E’ necessario spingere il pedale dell’economia circolare

 

di Bartolomeo Buscema

 

Da una tonnellata di terra possiamo estrarre 3 grammi d'oro; da una tonnellata di cellulari,   concentrati in aree  di smaltimento, 300 grammi d'oro. Meglio le miniere urbane che quelle naturali, verrebbe da dire. Ciò per introdurre il tema dell’economia circolare: un modello di produzione e consumo che implica il riutilizzo, la riparazione, il riciclo dei materiali e prodotti in commercio; con lo scopo di prolungare la vita utile dei prodotti diminuendo di conseguenza la mole di rifiuti che come sappiamo sono una delle grandi sfide dell’umanità negli anni a venire.
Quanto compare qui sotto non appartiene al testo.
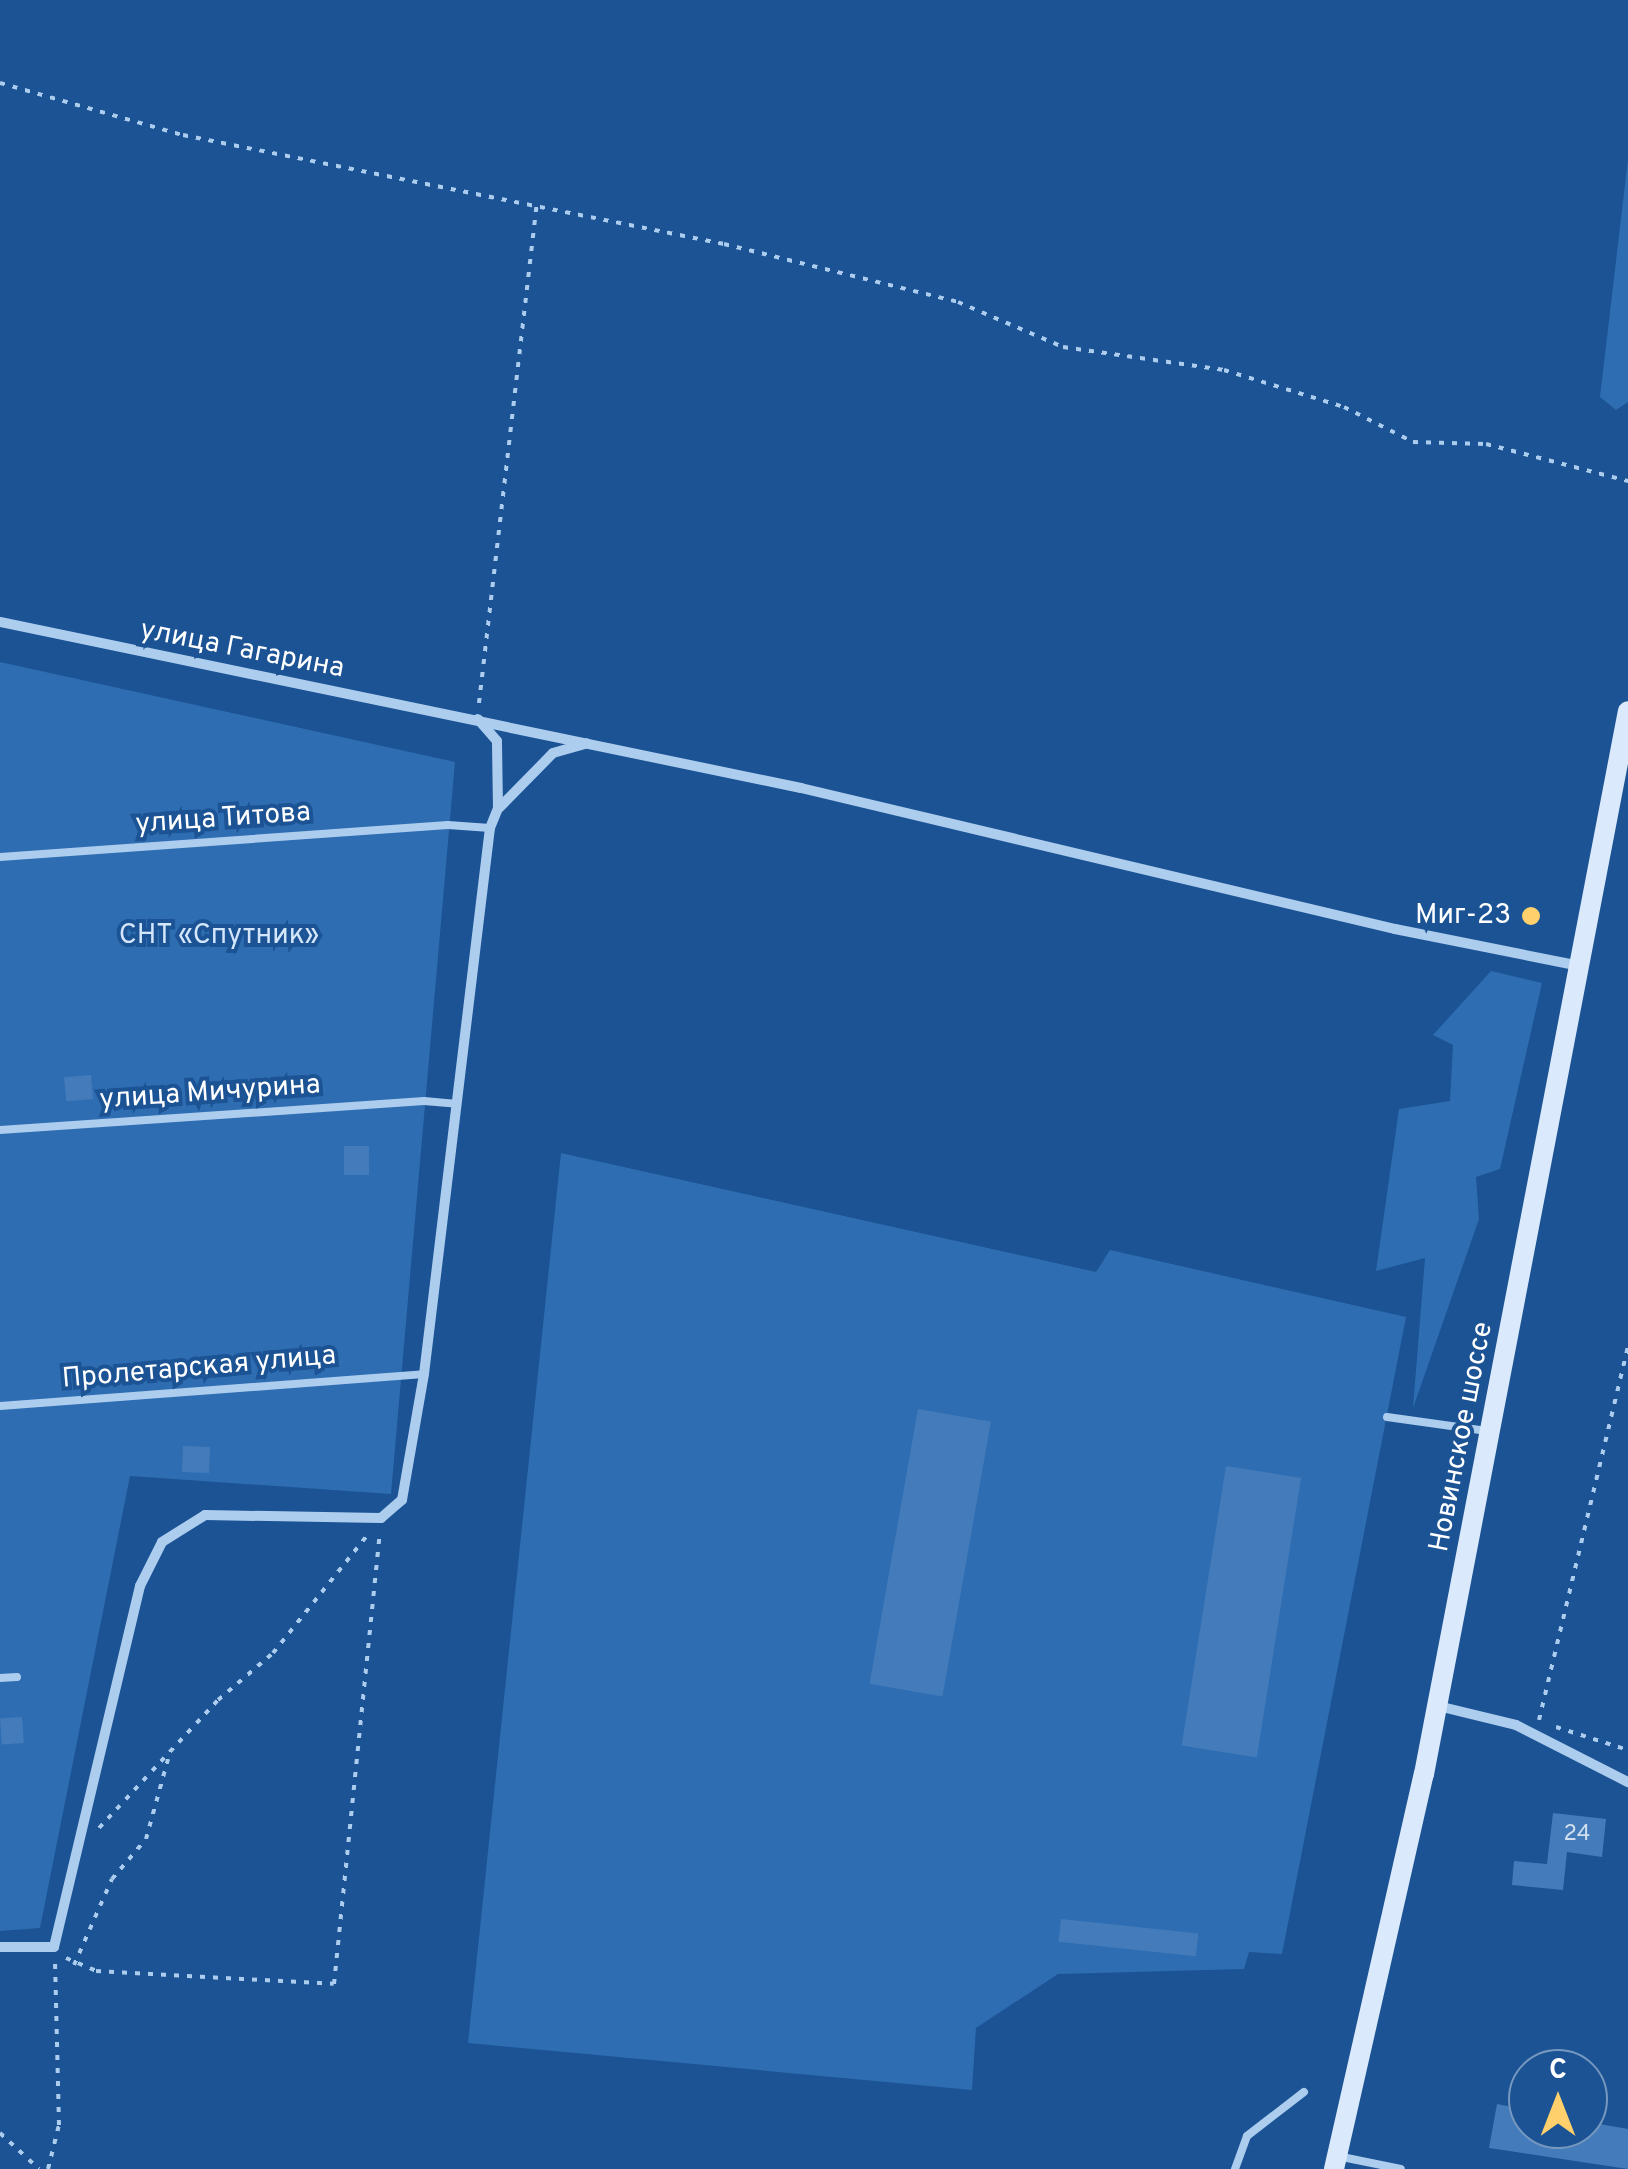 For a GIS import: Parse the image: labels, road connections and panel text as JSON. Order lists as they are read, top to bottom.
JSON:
{
  "streets": {
    "main road": ["Новинское шоссе"],
    "street": ["улица Гагарина"],
    "lane": ["улица Титова", "улица Мичурина", "Пролетарская улица"]
  },
  "crossings": [
    ["улица Гагарина", "Новинское шоссе"]
  ],
  "parks": ["СНТ «Спутник»"],
  "places": ["Миг-23"],
  "house_numbers": ["24"],
  "north": "top"
} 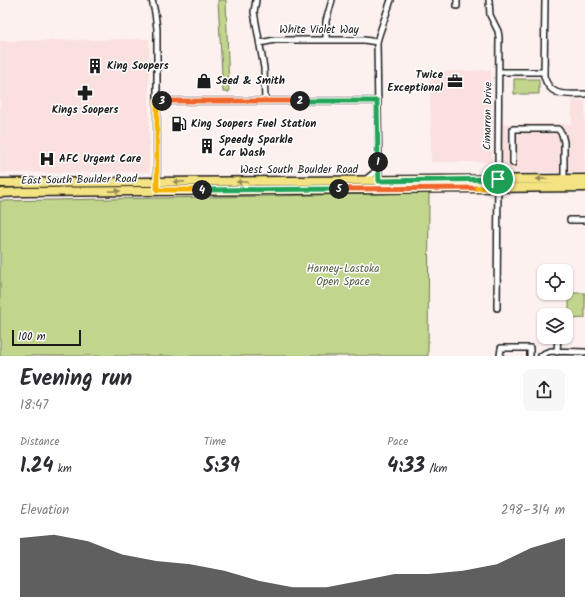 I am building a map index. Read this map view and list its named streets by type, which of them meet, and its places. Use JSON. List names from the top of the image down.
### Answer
{
  "streets": {
    "main road": ["West South Boulder Road", "East South Boulder Road"],
    "street": ["White Violet Way", "Cimarron Drive"]
  },
  "crossings": [
    ["Cimarron Drive", "West South Boulder Road"],
    ["West South Boulder Road", "East South Boulder Road"]
  ],
  "parks": ["Harney-Lastoka Open Space"],
  "places": {
    "building": ["King Soopers", "Speedy Sparkle Car Wash"],
    "shop": ["Seed & Smith"],
    "office": ["Twice Exceptional"],
    "pharmacy": ["Kings Soopers"],
    "fuel station": ["King Soopers Fuel Station"],
    "hospital": ["AFC Urgent Care"]
  },
  "scale_bar": "100 m",
  "page": {
    "pins": [
      "2",
      "3",
      "1",
      "5",
      "4"
    ],
    "scale": "100 m",
    "heading": ["Evening run", "18:47"],
    "stats": [
      ["Distance", "1.24 km"],
      ["Time", "5:39"],
      ["Pace", "4:33 /km"]
    ],
    "chart": ["Elevation", "298–314 m"]
  }
} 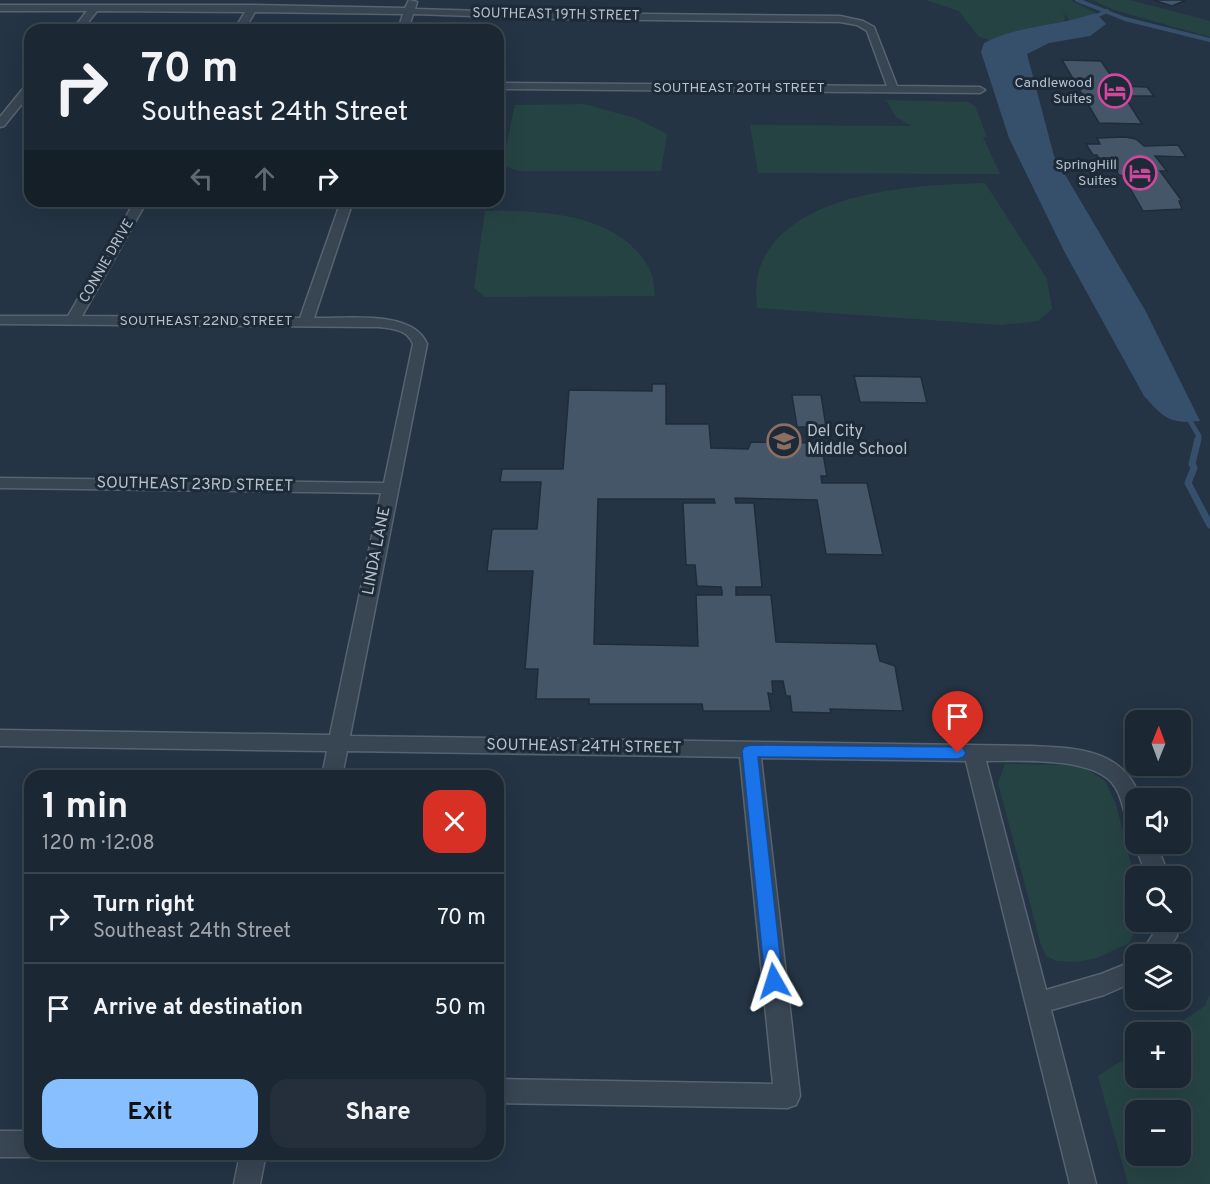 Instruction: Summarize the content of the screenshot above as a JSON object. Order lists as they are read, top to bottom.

E’ chiaro che i princìpi dell’economia circolare contrastano con il tradizionale modello economico lineare, fondato invece sul tipico schema “estrarre, produrre, utilizzare e gettare”. Un modello di sviluppo che  favorisce le grandi multinazionali che hanno in mano la stragrande maggioranza degli apparati produttivi   e che devono immettere  sul mercato tanta merce  che qualcuno dovrà comprare magari sulla spinta di martellanti annunci pubblicitari. Un modello di sviluppo che ormai non è più percorribile perché cominciano a scarseggiare le risorse di materie prime, specialmente quelle che sono alla base di della transizione ecologica e digitale così cruciale per la sopravvivenza del nostro pianeta.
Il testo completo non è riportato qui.